(Beginning of Record extracts)

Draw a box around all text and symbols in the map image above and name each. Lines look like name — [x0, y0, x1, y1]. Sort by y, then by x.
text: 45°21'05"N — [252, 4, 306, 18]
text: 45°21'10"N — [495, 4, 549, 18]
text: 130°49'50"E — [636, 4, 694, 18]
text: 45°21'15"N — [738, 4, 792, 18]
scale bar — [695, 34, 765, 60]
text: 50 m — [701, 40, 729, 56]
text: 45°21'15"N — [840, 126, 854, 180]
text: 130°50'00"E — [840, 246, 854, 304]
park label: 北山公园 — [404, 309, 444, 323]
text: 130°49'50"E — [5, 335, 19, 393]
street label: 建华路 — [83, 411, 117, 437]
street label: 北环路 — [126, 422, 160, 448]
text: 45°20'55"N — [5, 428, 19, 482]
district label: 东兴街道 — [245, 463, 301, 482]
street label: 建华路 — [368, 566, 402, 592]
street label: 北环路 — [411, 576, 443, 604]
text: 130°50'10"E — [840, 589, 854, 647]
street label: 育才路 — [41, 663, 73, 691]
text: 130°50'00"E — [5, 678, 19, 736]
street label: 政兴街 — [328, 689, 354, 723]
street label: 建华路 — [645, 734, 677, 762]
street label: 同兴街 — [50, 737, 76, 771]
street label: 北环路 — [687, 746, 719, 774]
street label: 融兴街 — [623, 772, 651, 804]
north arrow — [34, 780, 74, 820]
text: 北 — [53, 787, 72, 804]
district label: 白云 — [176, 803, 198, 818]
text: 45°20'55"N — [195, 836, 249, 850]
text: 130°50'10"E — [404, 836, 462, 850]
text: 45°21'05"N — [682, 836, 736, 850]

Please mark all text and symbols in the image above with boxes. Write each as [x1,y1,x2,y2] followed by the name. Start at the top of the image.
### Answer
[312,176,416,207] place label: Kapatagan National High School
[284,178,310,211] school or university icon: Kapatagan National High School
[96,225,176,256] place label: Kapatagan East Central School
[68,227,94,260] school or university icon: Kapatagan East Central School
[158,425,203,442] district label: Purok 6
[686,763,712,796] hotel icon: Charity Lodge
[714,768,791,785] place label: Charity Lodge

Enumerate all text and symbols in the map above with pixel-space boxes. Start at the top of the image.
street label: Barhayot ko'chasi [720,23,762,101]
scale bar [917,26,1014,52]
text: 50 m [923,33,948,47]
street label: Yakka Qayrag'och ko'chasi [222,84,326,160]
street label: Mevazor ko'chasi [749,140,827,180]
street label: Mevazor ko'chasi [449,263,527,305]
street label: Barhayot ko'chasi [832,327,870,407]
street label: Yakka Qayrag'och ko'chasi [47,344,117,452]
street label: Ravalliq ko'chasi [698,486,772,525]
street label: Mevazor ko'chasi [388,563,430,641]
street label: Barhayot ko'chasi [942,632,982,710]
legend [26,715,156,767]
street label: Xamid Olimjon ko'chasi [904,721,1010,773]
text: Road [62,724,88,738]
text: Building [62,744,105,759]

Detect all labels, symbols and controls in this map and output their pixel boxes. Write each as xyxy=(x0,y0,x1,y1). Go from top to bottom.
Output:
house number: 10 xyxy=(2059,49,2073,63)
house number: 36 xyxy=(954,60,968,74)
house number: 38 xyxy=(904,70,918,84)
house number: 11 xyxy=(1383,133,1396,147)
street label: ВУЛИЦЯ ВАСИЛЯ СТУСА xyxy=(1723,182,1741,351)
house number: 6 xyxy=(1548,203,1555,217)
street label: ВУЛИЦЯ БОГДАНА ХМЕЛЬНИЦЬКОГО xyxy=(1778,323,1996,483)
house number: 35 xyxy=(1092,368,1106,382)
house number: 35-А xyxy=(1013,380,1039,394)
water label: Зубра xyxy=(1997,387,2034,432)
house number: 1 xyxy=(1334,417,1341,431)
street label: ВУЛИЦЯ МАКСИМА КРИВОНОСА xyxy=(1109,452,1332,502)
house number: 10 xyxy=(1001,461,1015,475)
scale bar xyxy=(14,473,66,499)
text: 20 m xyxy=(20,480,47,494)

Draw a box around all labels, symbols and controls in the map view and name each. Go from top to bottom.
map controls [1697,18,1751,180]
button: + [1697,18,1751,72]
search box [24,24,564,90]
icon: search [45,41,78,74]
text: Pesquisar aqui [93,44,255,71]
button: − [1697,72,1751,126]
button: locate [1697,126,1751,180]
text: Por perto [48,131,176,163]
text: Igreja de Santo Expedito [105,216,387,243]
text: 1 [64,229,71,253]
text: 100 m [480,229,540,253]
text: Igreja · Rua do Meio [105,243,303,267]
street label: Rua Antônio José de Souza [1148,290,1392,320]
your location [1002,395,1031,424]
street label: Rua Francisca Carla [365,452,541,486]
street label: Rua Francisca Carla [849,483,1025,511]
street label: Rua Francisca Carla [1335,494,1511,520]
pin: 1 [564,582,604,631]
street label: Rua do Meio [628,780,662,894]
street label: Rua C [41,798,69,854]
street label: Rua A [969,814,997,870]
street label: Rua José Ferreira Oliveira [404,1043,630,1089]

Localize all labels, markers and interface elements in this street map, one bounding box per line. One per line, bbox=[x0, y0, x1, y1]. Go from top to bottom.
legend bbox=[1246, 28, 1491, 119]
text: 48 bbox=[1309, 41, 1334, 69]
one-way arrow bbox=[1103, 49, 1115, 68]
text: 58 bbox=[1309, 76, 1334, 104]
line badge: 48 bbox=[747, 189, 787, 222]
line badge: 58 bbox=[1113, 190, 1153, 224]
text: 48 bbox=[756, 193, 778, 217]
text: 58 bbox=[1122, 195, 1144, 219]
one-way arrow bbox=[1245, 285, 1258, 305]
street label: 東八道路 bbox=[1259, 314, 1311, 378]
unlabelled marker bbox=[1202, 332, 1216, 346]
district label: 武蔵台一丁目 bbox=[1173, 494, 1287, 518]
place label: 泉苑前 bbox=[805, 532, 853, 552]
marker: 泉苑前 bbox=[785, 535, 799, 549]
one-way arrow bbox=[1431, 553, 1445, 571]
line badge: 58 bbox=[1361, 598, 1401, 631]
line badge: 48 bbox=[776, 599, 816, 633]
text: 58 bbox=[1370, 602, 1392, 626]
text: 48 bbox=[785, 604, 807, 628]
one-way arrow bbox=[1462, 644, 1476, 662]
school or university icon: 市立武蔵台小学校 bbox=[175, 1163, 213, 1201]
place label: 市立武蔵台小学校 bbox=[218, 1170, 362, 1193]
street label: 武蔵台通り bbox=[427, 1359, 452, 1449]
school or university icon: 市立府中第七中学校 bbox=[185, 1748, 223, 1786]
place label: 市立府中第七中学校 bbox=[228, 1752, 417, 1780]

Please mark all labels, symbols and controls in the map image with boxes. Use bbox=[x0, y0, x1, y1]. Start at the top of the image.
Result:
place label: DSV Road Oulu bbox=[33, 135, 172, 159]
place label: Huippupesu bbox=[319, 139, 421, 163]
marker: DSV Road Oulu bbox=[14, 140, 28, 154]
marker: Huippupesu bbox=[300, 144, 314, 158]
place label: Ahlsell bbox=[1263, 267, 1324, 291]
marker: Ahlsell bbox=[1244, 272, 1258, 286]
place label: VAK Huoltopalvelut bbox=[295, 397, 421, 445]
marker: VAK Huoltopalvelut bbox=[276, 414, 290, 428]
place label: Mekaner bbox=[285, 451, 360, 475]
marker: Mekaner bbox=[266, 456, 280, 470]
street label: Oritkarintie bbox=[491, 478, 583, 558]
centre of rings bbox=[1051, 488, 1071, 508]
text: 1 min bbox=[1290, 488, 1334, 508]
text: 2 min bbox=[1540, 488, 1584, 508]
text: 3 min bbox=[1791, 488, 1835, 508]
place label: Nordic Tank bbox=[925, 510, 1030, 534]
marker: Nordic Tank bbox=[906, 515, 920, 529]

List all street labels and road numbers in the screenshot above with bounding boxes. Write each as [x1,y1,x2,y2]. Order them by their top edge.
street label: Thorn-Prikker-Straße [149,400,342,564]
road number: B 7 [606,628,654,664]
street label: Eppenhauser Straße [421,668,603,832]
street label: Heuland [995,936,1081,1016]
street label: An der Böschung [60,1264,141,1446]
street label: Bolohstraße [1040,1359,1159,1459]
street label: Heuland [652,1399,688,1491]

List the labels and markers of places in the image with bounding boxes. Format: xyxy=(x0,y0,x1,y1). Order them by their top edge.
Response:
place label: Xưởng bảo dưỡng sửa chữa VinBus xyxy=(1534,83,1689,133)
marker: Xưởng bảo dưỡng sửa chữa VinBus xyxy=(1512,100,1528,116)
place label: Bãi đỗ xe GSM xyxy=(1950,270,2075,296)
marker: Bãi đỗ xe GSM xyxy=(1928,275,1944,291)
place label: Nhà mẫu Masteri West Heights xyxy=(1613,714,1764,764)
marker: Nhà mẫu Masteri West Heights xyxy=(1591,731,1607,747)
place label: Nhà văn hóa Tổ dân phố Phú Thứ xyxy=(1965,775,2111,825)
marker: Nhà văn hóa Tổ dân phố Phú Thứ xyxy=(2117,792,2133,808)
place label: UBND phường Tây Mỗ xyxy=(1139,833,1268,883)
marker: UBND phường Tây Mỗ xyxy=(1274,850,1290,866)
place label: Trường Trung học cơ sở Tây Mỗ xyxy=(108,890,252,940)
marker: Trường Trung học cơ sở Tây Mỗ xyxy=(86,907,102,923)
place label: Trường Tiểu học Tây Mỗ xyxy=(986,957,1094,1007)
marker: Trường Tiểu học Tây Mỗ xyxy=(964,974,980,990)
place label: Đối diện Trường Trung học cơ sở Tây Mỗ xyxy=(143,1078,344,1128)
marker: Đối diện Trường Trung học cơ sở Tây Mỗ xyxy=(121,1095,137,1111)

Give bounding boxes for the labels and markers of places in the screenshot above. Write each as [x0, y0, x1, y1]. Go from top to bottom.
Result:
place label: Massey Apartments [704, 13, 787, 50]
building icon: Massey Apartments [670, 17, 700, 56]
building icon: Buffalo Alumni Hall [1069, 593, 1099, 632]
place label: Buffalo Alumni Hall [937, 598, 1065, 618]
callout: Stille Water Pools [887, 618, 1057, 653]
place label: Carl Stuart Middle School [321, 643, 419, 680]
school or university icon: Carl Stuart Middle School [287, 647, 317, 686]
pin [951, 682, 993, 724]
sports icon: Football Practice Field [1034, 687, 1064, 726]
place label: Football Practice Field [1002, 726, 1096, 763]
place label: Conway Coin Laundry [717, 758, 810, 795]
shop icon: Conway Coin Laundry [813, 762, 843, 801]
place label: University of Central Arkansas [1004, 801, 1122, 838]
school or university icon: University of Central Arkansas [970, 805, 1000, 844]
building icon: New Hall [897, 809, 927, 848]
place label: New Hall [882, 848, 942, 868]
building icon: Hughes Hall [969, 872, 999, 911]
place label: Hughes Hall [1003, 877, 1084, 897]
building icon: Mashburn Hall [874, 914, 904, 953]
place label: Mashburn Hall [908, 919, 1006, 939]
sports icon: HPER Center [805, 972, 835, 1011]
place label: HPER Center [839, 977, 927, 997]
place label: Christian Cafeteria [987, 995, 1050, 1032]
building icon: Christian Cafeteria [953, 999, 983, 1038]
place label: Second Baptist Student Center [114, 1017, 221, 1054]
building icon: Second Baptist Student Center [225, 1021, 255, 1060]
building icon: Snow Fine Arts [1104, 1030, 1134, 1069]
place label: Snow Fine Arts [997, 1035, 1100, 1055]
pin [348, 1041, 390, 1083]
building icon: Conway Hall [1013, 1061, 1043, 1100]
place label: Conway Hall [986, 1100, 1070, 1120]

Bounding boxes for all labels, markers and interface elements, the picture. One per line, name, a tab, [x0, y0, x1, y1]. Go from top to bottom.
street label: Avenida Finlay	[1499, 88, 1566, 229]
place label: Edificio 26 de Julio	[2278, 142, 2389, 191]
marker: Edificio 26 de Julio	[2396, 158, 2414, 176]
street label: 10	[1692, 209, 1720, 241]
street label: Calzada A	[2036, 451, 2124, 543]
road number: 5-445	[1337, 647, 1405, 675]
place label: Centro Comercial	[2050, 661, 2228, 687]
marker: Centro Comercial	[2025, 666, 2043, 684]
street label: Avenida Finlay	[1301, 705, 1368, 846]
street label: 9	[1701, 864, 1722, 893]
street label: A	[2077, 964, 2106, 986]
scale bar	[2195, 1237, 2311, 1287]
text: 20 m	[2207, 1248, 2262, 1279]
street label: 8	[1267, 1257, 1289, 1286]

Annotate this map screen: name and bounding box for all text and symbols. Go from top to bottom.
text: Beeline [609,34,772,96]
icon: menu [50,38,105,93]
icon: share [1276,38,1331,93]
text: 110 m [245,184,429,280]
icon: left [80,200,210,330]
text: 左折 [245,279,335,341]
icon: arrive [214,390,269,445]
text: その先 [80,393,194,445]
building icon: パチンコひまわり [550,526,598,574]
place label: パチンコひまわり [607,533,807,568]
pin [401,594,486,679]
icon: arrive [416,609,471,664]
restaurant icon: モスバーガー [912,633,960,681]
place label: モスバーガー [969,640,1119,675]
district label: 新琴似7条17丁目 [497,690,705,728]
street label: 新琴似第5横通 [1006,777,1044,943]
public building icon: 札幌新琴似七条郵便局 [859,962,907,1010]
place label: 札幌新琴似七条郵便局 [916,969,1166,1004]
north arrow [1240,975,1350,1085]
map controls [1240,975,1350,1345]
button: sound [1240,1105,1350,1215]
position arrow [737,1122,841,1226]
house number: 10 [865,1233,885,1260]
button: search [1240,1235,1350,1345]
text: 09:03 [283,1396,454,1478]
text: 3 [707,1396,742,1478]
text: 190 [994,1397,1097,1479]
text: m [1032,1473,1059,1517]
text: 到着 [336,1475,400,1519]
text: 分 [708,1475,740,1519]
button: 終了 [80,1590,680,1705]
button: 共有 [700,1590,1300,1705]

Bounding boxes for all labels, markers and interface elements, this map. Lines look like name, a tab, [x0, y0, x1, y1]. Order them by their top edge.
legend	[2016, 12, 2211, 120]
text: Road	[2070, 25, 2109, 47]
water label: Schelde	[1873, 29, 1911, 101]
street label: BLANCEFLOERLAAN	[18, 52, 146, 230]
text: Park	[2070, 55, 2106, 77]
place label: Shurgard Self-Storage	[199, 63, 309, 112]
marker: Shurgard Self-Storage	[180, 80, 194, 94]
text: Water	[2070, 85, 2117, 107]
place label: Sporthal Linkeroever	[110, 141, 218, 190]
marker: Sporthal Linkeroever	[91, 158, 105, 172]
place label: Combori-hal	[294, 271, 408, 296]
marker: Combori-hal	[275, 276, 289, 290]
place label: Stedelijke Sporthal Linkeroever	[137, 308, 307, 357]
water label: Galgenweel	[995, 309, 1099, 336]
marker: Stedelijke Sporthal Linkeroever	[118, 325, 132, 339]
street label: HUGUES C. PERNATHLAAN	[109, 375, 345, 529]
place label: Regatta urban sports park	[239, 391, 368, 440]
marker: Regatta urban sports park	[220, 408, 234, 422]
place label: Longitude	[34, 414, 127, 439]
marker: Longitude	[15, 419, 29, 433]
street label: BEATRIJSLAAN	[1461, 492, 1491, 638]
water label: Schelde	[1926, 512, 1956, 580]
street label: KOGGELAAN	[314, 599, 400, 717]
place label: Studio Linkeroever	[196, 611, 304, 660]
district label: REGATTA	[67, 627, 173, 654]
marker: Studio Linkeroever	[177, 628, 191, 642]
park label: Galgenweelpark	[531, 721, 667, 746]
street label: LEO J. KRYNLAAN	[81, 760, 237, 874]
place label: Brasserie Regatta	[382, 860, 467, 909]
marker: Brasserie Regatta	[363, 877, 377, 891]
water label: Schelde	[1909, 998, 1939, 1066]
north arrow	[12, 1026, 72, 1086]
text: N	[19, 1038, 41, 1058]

(End of Record extracts)

- About this exercise
Lines holding the word "Coin" should be copied from the entries above.

- Answer box
place label: Conway Coin Laundry [717, 758, 810, 795]
shop icon: Conway Coin Laundry [813, 762, 843, 801]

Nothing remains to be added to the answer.